● EXERCISE INSTRUCTIONS:
Scan the records for the string "solid"; copy each line where it occurs.

● SUPPLIED DATA:
————————

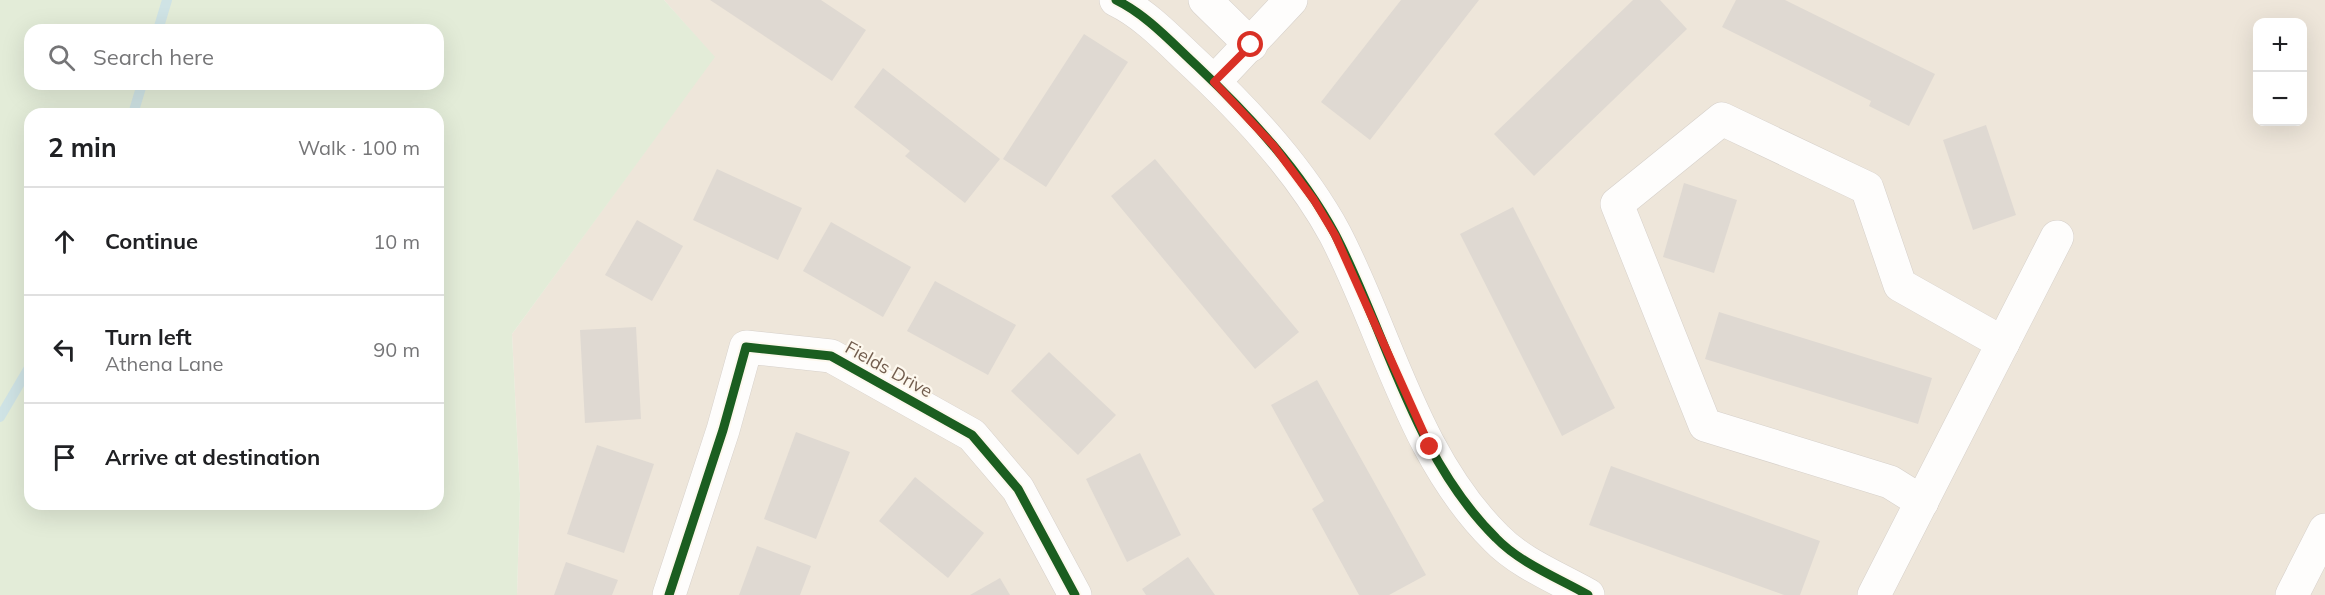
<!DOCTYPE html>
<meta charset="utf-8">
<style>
:root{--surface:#fff;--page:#f6f6f6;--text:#202124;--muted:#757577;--line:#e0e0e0}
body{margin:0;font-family:Mulish,sans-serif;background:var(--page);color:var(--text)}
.controls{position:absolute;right:18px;top:18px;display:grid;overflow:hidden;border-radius:12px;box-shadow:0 6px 24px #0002}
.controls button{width:54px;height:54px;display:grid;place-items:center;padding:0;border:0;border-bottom:2px solid var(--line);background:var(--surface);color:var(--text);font:30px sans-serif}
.stop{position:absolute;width:18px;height:18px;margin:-14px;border:4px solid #d93025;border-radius:50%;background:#fff}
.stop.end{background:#d93025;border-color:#fff;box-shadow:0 2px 6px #0008}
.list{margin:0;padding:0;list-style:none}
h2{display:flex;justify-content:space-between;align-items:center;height:78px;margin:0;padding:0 24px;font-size:26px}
h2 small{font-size:20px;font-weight:400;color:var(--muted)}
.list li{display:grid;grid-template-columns:39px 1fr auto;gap:18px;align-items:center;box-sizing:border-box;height:108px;padding:0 24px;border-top:2px solid var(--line)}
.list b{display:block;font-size:22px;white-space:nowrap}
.list p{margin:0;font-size:20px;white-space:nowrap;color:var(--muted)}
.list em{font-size:20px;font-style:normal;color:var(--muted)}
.icon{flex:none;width:33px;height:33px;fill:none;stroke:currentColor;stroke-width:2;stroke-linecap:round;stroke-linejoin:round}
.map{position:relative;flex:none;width:2325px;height:595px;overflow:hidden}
.search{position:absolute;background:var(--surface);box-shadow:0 6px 24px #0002;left:24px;top:24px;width:420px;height:66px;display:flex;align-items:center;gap:15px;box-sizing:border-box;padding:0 21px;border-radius:18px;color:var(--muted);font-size:22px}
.panel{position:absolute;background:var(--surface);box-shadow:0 6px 24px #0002;left:24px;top:108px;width:420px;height:402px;border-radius:18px}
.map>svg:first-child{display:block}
</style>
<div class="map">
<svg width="2325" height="595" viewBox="0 0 2325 595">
<rect width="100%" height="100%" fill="#f6f3ec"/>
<path fill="#eee6da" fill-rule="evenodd" d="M664,0H2325V595H517L520,494L512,334L714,57ZM2258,22H2302V122H2258Z"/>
<path fill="#e3ecd8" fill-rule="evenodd" d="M0,0H664L715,57L512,334L520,494L517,595H0ZM30,30H438V84H30ZM30,114H438V504H30Z"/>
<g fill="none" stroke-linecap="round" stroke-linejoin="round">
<g stroke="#cfe3e5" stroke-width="10">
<path d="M158,30L167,0"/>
<path d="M133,114L142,84"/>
<path d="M0,417L30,366"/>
</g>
</g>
<g fill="#dfd9d2">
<path d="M710,0H821L866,30L832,81Z"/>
<path d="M1401,0H1479L1370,140L1321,102Z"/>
<path d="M1633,0H1660L1687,29L1534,176L1494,134Z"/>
<path d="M1736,0H1785L1935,74L1909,126L1869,106L1871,101L1722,27Z"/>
<path d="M1084,34L1128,62L1046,187L1003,159Z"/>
<path d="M883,68L1000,159L965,203L905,156L910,151L854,107Z"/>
<path d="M1986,125L2016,215L1973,230L1943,140Z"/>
<path d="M1155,159L1299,332L1255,369L1111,196Z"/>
<path d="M717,169L802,208L778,260L693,220Z"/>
<path d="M1684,183L1737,200L1714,273L1663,257Z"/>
<path d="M1513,207L1615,408L1562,436L1460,234Z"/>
<path d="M637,220L683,246L652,301L605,275Z"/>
<path d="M831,222L911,267L883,317L803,271Z"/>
<path d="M935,281L1016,325L988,375L907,331Z"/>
<path d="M1719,312L1932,378L1918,424L1705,359Z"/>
<path d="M636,327L641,419L585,423L580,330Z"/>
<path d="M1049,352L1116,415L1078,455L1011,391Z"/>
<path d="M1317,380L1426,575L1389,595H1359L1312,509L1324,501L1271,405Z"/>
<path d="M796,432L850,452L816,539L764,519Z"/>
<path d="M597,445L654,464L624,553L567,534Z"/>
<path d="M1140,453L1181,535L1127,562L1086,479Z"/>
<path d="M1611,466L1820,541L1800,595H1784L1589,525Z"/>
<path d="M915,477L984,533L948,578L879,521Z"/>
<path d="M757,546L811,566L800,595H739Z"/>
<path d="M1188,557L1215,595H1146L1142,589Z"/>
<path d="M566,562L618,580L612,595H554Z"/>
<path d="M1000,578L1010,595H970Z"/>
</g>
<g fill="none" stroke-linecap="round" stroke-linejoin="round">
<defs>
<g id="minor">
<path d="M1116,0C1147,15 1172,43 1197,66C1249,115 1301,171 1335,234C1387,334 1413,456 1496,538C1520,563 1558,578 1588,595"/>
<path d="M1205,0L1251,45"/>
<path d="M1214,82L1291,0"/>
<path d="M1922,502L1890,482L1705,425L1617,204L1722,119L1867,188L1900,285L2003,343"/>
<path d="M669,595L723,430L746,347L831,356L972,435L1018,489L1075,595"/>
<path d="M1874,595L2057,237"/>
<path d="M2292,595L2325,530"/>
</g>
</defs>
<use href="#minor" stroke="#d6d0ca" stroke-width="34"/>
<use href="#minor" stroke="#fefdfc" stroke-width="33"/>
<defs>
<g id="cycleway">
<path d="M1116,0C1147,15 1172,43 1197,66C1249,115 1301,171 1335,234C1387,334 1413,456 1496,538C1520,563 1558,578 1588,595"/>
<path d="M669,595L723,430L746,347L831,356L972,435L1018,489L1075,595"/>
</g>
</defs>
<use href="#cycleway" stroke="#fdf8ee" stroke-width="13"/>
<use href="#cycleway" stroke="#1b5e20" stroke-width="9"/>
</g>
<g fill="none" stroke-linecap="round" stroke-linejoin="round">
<path stroke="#d93025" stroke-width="8" d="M1251,45L1214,82L1273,145L1314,200L1335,235L1430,447"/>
</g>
<g text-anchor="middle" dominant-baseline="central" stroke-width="4.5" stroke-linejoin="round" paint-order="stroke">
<g font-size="18" fill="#725d4e" stroke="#fdf8ee">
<text transform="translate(889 369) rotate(29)">Fields Drive</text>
</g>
</g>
</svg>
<div class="controls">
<button>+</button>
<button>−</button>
</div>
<div class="stop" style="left:1251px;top:45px"></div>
<div class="stop end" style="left:1430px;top:447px"></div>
<div class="search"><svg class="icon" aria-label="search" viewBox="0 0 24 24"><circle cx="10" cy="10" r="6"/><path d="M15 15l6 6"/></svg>Search here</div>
<section class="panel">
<h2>2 min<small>Walk · 100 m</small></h2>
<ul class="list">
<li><svg class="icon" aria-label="ahead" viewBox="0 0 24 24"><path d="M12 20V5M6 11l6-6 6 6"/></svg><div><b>Continue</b></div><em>10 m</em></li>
<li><svg class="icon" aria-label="left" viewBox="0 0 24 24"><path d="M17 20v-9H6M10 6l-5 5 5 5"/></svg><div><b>Turn left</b><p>Athena Lane</p></div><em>90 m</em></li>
<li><svg class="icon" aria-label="arrive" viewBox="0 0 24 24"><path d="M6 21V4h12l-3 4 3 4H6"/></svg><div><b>Arrive at destination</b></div></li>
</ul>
</section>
</div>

————————

● COMPLETED TASK:
.controls button{width:54px;height:54px;display:grid;place-items:center;padding:0;border:0;border-bottom:2px solid var(--line);background:var(--surface);color:var(--text);font:30px sans-serif}
.stop{position:absolute;width:18px;height:18px;margin:-14px;border:4px solid #d93025;border-radius:50%;background:#fff}
.list li{display:grid;grid-template-columns:39px 1fr auto;gap:18px;align-items:center;box-sizing:border-box;height:108px;padding:0 24px;border-top:2px solid var(--line)}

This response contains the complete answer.